Researchers give a double punch to triple-negative breast cancer

(Medical Xpress)—Breast cancer can be curable if it's caught soon enough—unless it is the "triple negative" type more likely to target young, black or Hispanic women.

Israeli researchers from the Weizmann Institute of Science in Rehovot are opening a new window of hope for the daughters and granddaughters of women diagnosed with triple-negative breast cancer. The cancer carries a strong genetic link and it is also found in people of Jewish Ashkenazi (Eastern European) ancestry.

"It's quite a difficult disease," says Prof. Yosef Yarden, a lead researcher in the new study from the Institute's Biological Regulation Department. "Women who are initially treated with chemotherapy show a good response, but they eventually develop resistance to the chemical therapy. They die within seven or eight years," he tells ISRAEL21c.

Yarden and his colleague Prof. Michael Sela have determined that a two-antibody approach may increase survival rates, and reduce the odds of reoccurrence.

The cancer is called "triple negative" because it is lacking three hormone receptors that give fuel to most cancerous tumors—estrogen, progesterone and HER2.

Successful hormone blockers like Herceptin do not work, and there is no solution for triple-negative cancer, Yarden says.

The Israelis' experimental approach employs tactics to mimic the way the body normally defends itself against cancer.

Resisting arrest

As scientists do, Yarden and Sela began by studying the scientific literature to see what's been done to solve the problem of triple-negative breast cancer. They challenged themselves to target the cancer in a new way: Instead of attacking one antibody on the tumor surface, which is how Herceptin works, they would look for another doorway.

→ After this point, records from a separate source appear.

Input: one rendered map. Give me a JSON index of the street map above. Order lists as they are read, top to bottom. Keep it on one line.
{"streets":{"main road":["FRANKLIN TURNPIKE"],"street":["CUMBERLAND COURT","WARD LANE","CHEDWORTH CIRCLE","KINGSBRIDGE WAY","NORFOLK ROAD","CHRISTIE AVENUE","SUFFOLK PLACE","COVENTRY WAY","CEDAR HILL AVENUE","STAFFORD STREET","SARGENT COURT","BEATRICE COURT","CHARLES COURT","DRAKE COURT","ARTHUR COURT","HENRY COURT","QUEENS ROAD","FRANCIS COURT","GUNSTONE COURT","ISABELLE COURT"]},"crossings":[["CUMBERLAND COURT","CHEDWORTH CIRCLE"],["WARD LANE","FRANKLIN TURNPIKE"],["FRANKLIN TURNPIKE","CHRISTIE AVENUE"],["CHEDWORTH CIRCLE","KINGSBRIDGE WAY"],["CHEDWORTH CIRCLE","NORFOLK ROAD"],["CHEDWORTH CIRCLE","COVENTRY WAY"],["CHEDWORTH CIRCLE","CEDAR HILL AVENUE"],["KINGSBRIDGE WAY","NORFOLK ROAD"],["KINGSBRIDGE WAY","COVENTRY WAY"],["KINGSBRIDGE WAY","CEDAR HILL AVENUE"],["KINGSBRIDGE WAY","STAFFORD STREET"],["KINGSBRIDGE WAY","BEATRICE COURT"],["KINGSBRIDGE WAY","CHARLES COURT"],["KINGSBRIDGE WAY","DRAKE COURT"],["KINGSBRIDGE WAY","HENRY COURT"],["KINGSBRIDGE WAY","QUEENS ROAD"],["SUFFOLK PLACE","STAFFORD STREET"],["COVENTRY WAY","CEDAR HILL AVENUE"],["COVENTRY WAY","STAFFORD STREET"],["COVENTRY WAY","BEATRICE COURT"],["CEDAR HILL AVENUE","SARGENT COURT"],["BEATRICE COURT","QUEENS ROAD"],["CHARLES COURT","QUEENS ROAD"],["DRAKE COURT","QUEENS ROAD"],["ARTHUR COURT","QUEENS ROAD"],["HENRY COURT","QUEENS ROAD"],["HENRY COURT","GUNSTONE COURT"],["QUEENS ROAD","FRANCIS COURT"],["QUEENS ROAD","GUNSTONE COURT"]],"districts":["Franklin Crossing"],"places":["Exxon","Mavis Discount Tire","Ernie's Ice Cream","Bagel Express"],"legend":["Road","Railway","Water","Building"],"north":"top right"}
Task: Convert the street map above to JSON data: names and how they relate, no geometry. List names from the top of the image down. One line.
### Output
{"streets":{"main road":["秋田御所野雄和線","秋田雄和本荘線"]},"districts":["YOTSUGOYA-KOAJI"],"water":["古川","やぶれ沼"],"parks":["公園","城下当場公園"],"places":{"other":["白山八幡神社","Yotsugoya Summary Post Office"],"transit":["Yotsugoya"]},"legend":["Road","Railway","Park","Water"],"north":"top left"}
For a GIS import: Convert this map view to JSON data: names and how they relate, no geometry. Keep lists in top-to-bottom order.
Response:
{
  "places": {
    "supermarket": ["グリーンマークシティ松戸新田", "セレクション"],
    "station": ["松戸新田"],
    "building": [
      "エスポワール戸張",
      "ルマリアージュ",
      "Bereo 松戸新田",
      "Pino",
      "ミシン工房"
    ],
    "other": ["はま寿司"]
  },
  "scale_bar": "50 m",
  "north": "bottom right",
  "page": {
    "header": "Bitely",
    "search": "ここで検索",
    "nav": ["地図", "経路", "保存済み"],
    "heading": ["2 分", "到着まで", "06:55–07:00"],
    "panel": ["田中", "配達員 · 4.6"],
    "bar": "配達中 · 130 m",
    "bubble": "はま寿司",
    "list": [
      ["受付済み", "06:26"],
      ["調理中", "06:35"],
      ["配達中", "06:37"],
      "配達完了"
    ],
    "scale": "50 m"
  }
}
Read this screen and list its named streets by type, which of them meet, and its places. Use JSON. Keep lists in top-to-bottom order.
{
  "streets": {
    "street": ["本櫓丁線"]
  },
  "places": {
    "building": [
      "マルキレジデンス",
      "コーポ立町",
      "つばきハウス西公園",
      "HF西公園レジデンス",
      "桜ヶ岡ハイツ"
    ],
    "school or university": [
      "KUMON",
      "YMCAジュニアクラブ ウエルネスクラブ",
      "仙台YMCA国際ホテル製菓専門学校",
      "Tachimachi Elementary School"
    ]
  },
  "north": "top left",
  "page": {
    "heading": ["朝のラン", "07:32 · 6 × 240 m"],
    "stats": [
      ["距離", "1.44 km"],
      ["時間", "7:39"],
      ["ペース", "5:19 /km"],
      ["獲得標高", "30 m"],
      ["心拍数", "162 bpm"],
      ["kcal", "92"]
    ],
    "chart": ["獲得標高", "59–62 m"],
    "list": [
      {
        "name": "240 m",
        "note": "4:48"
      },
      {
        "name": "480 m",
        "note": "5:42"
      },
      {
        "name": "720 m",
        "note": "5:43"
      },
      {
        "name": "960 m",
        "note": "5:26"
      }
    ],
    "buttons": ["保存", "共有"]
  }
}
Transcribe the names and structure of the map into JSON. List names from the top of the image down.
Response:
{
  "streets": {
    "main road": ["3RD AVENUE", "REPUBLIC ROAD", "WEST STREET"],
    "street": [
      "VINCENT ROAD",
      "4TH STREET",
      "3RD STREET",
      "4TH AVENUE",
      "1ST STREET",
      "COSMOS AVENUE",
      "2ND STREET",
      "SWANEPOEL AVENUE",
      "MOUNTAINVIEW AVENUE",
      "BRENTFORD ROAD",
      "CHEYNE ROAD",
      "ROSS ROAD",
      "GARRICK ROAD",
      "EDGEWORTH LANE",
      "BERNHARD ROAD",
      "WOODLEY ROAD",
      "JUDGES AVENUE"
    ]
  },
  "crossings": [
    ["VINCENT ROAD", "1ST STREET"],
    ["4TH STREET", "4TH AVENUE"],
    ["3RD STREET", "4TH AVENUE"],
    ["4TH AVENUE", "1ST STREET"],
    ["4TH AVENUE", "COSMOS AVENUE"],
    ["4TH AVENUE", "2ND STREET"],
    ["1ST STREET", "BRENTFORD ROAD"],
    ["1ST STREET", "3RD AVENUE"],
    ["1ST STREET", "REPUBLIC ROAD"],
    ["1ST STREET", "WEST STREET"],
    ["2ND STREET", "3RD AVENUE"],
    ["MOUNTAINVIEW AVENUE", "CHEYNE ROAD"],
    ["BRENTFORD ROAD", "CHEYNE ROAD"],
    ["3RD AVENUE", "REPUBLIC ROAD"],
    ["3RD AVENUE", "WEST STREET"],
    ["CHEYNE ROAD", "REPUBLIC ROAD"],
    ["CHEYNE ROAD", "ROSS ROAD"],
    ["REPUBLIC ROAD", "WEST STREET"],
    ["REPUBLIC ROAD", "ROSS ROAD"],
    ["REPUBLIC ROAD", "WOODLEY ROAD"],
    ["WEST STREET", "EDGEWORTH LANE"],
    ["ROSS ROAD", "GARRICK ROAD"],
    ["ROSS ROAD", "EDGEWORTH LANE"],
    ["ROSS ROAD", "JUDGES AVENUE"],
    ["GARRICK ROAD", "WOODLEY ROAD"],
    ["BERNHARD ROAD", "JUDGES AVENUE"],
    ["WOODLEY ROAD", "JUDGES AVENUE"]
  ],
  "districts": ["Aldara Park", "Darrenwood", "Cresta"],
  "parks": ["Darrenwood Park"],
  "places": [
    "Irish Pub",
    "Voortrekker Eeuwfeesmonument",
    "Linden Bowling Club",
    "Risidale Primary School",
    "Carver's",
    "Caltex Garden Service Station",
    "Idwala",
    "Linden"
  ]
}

They read that about 30 percent of all women with triple-negative cancer had higher than normal rates of EGFR, a growth hormone receptor. This presented a unique subtype of the triple-negative breast cancer to research.

Drugs that block EGFR have proven ineffective against these tumors. Going back to the drawing board, the Israeli team decided to deliver a double punch by combining two different antibodies to two different parts of the receptors.

And their hunch showed a positive effect: Breast-cancer cells shrunk in both animal models and in the Petri dish.

If this approach is developed into a drug, it might treat about five percent of all breast cancer patients, a meaningful proportion considering the aggressiveness of triple negative, says Yarden.

In their studies, the researchers subsequently uncovered a new cancer-blocking mechanism: using the double antibody approach, they were not only able to block EGFR, but the sheer weight of the antibodies attaching to the tumors caused individual cancer cells to collapse.

A breast-cancer vaccine?

While the tests are very positive, they have only been done on animals so far. Further collaboration with pharmaceutical companies will be needed to fund progress toward a viable drug alternative, Yarden says.

After their research was published in The Proceedings of the National Academy of Sciences, industry and potential research partners started reaching out.

A new antibody is sought—one that could synergistically activate the two already on the market. These two existing antibodies do not show a synergistic effect since they are both attracted to the same receptor on the cancer cell.

Genetic engineering and a molecular approach might be a step in the right direction, Yarden surmises.

A vaccination against cancer would be the ultimate goal.

"What we are doing is the building block for future vaccines—either in active immunotherapy, where a patient will actively make antibodies; or in a passive approach, where we will provide the antibodies to the patient. Passive is used widely, while active is kind of a dream and a vision for the field. We have a much longer way to go," says Yarden.